Foraging the Mountain West: Gourmet Edible Plants, Mushrooms, and Meat
This is the best book on wild food to come out in the last few years. This period has seen a flood of titles published on the subject; publishers think they have found a hot niche and are scrambling to fill it as fast as they can. But luckily, a few authors whose passion for wild edibles dates back decades have taken the time to carefully put together really good books--Tom Elpel being one of them.
This book is written in a mixture of informative and narrative style that it is both practical and pleasant to read. The book is not fluffed up by a format designed to take up space when there is little or nothing to be said--it is really packed with good information. I get the feeling he had a lot to say and had to pare it down to the essentials to fit. It is not a bunch of stories about foraging, but stories are used to illustrate points and liven up the discussion. The information is botanically accurate and based upon extensive research and experience.

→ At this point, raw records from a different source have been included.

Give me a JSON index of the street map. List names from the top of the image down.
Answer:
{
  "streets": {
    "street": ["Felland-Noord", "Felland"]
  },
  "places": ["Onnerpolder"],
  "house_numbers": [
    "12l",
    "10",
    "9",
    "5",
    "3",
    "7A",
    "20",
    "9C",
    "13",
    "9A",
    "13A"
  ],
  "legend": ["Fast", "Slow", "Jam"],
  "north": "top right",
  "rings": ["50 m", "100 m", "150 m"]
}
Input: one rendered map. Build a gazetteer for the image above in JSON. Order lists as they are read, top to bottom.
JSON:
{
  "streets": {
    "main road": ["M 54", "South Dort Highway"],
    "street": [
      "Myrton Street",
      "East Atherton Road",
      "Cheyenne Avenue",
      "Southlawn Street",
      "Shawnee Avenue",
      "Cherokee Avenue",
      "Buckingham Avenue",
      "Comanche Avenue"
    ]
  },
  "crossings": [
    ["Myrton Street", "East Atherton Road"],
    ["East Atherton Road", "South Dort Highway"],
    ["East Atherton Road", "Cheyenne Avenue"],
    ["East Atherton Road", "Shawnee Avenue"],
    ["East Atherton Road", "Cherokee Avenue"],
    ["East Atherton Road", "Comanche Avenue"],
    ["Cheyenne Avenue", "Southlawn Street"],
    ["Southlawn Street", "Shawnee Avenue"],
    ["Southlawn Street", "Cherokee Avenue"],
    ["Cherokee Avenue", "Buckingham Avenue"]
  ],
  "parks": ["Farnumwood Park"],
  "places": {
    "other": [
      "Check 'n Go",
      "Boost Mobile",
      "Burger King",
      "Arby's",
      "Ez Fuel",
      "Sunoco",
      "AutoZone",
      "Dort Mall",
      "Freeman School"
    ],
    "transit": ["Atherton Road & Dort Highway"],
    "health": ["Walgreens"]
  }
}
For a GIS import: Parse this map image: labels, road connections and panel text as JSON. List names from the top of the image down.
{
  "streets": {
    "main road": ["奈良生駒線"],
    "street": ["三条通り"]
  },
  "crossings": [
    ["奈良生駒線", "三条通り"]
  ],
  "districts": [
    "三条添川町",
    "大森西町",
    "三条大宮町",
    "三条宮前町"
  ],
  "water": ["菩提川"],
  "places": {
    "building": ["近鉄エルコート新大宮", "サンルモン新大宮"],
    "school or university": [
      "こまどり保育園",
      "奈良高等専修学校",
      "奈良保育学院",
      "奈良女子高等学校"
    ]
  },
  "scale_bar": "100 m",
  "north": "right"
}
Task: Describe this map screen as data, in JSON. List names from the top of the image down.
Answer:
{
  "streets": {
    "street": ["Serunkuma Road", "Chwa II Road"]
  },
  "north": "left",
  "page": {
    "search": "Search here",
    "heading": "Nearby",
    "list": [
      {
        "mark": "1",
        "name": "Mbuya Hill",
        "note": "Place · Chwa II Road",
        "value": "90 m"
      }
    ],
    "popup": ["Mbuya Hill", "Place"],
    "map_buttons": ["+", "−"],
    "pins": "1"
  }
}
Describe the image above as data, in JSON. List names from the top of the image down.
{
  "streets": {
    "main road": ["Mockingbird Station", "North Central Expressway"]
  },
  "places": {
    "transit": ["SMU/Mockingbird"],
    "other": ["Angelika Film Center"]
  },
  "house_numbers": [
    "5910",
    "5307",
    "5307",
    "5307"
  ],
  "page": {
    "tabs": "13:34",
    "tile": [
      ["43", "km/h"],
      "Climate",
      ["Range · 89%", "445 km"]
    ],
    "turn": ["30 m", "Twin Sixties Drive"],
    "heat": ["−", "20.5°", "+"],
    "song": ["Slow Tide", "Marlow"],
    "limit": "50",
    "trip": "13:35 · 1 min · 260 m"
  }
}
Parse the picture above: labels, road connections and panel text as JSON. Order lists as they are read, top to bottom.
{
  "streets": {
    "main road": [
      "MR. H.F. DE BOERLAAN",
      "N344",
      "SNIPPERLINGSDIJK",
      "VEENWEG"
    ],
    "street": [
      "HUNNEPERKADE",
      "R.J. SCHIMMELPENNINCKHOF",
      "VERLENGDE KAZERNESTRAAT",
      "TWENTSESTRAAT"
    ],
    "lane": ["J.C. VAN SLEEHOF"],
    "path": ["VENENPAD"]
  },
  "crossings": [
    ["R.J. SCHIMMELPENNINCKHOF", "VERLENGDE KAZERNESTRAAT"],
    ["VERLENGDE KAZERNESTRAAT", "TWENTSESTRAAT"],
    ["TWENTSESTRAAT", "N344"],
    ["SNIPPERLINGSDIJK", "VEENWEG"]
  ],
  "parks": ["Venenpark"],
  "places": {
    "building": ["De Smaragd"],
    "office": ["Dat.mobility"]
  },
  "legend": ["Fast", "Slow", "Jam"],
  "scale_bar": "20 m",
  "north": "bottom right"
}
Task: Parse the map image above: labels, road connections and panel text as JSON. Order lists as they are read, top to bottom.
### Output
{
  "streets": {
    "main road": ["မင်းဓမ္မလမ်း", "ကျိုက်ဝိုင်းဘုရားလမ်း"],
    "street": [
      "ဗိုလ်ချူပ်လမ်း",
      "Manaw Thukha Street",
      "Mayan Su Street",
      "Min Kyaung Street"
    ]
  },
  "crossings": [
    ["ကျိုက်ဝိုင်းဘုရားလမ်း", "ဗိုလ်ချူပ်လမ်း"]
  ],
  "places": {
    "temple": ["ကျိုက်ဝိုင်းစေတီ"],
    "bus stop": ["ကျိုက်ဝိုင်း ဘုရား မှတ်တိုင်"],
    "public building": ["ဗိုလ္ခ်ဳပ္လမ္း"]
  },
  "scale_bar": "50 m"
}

This is not the same old stuff being written about the same well-known plants. For instance, Tom goes into detail about the harvest and use of timothy grass, rice grass, and reed canary grass seeds--not plants often discussed in the foraging literature. He gives his opinion on twisted stalk berries, harebell roots, creeping bellflower, mariposa lily, and a host of other plants largely ignored in foraging literature. He doesn't hesitate to share when his experiences have been negative or positive, and he explains why. If you're looking for writing by someone who has actually eaten his subject matter, this is it. Foraging the Mountain West also goes into some non-plant food sources, such as mushrooms, crayfish, and carp.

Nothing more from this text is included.